— Information given —
++++++++++

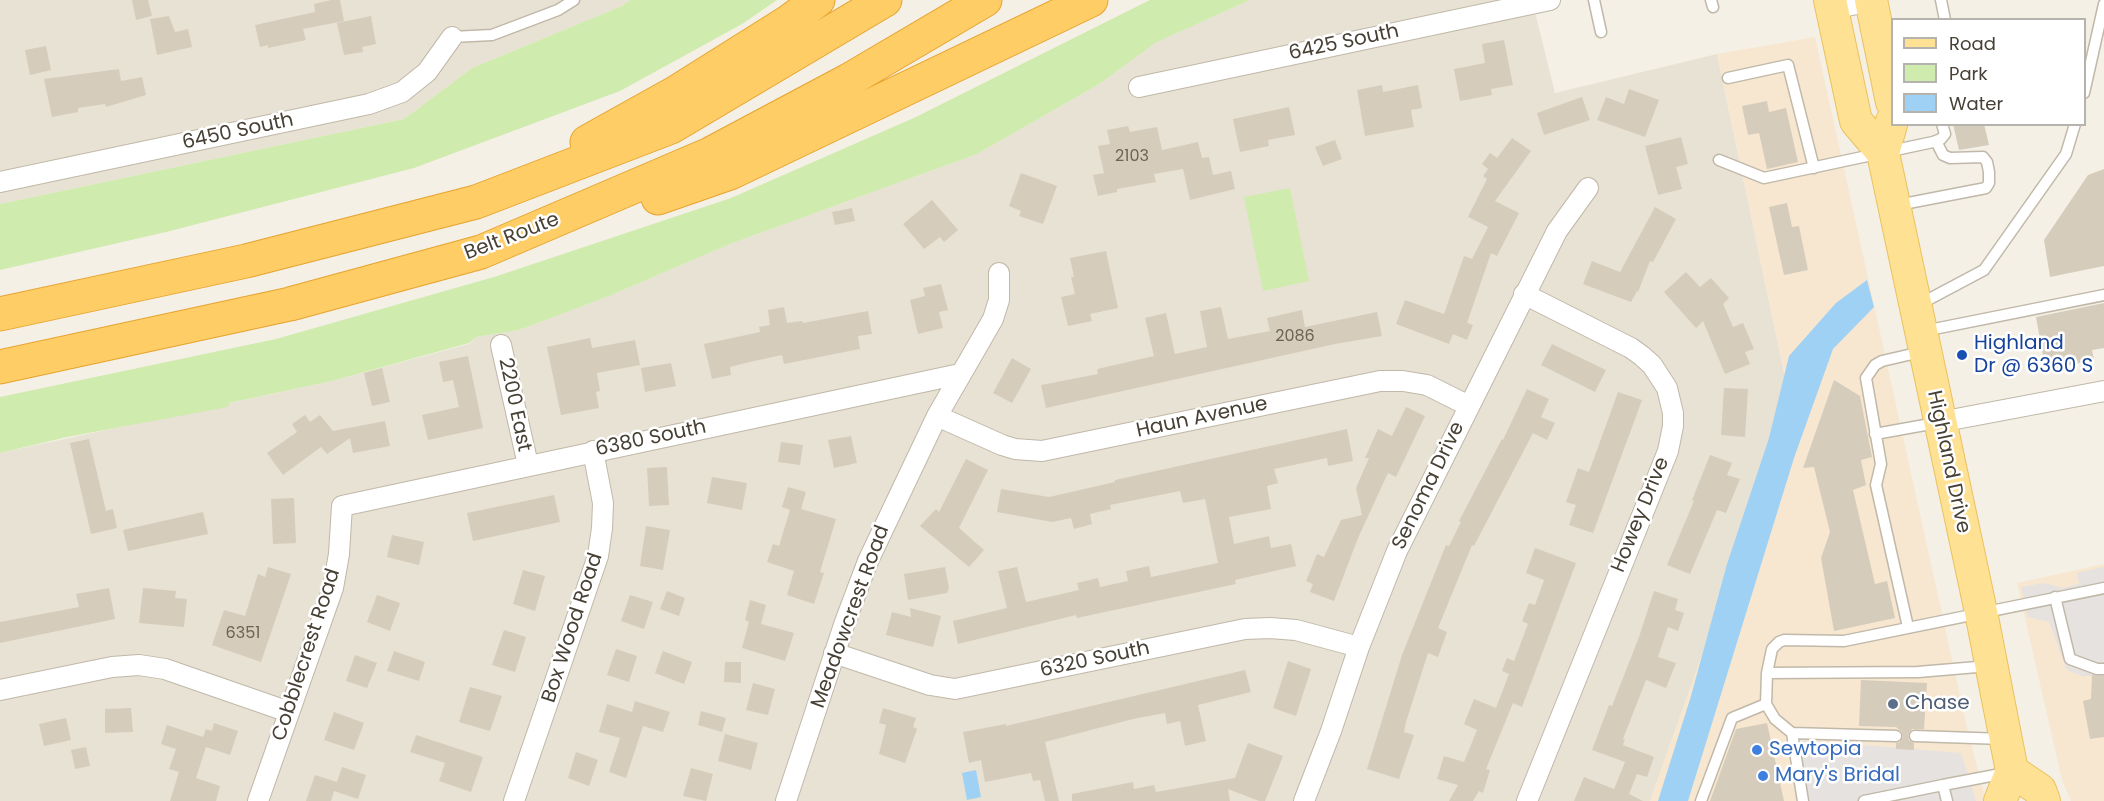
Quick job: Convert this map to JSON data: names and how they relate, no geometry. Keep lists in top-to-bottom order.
{
  "streets": {
    "highway": ["Belt Route"],
    "main road": ["Highland Drive"],
    "street": [
      "6425 South",
      "6450 South",
      "2200 East",
      "Haun Avenue",
      "6380 South",
      "Senoma Drive",
      "Howey Drive",
      "Meadowcrest Road",
      "Box Wood Road",
      "Cobblecrest Road",
      "6320 South"
    ]
  },
  "crossings": [
    ["2200 East", "6380 South"],
    ["Haun Avenue", "Senoma Drive"],
    ["Haun Avenue", "Meadowcrest Road"],
    ["6380 South", "Meadowcrest Road"],
    ["6380 South", "Box Wood Road"],
    ["6380 South", "Cobblecrest Road"],
    ["Senoma Drive", "Howey Drive"],
    ["Senoma Drive", "6320 South"],
    ["Meadowcrest Road", "6320 South"]
  ],
  "places": [
    "Highland Dr @ 6360 S",
    "Chase",
    "Sewtopia",
    "Mary's Bridal"
  ],
  "house_numbers": ["2103", "2086", "6351"],
  "legend": ["Road", "Park", "Water"]
}
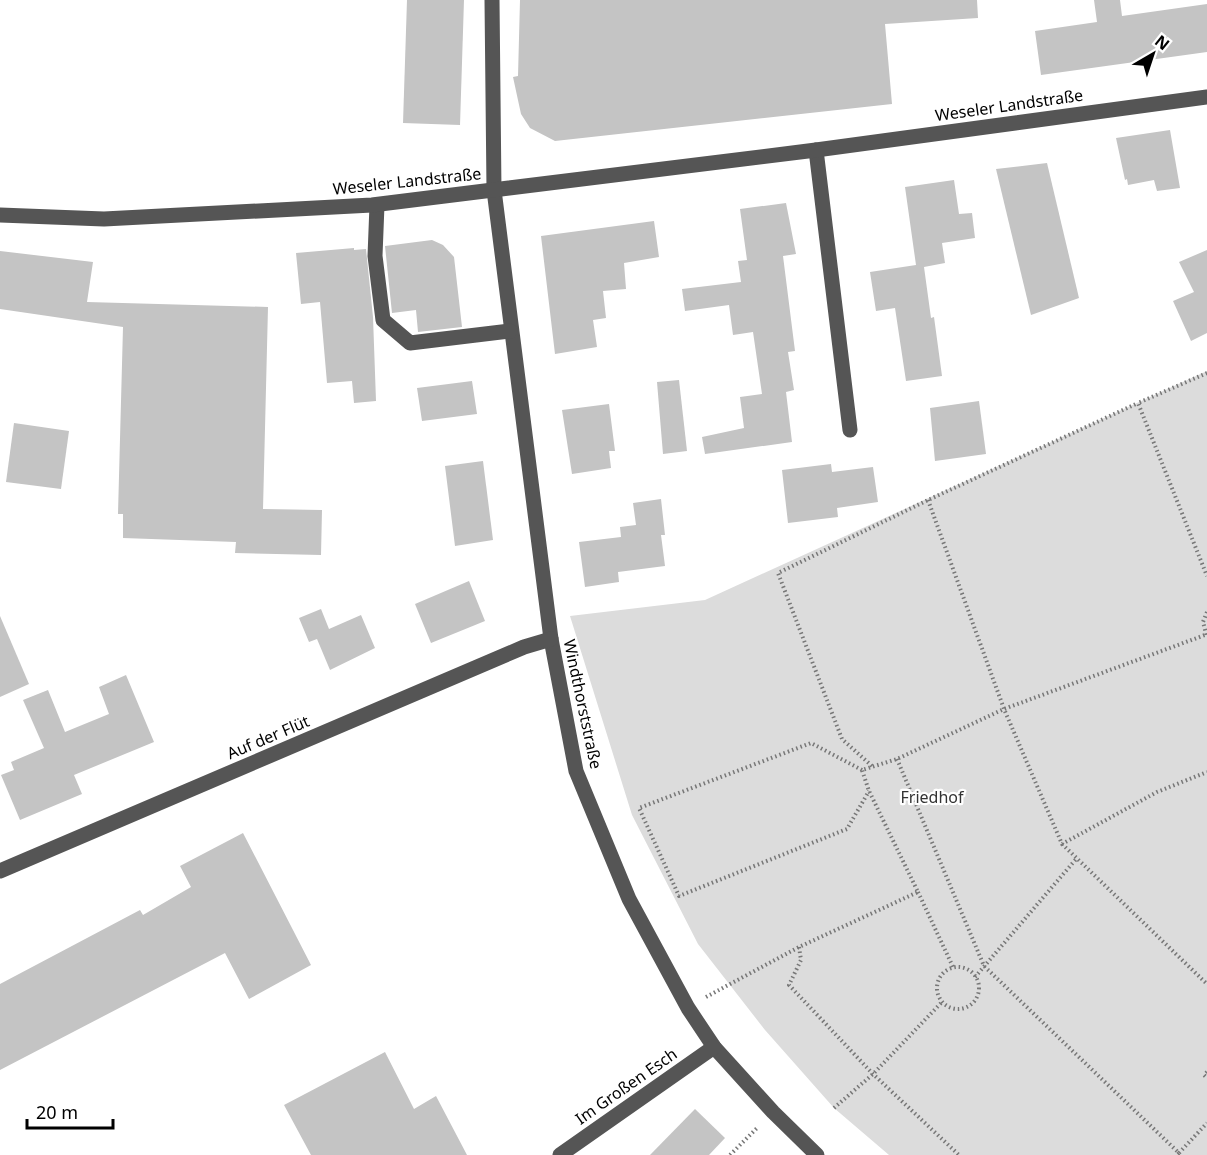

++++++++++

— Work instructions —
Could you copy each line in the listing above that includes the word "Avenue"?

— Answer area —
      "Haun Avenue",
    ["Haun Avenue", "Senoma Drive"],
    ["Haun Avenue", "Meadowcrest Road"],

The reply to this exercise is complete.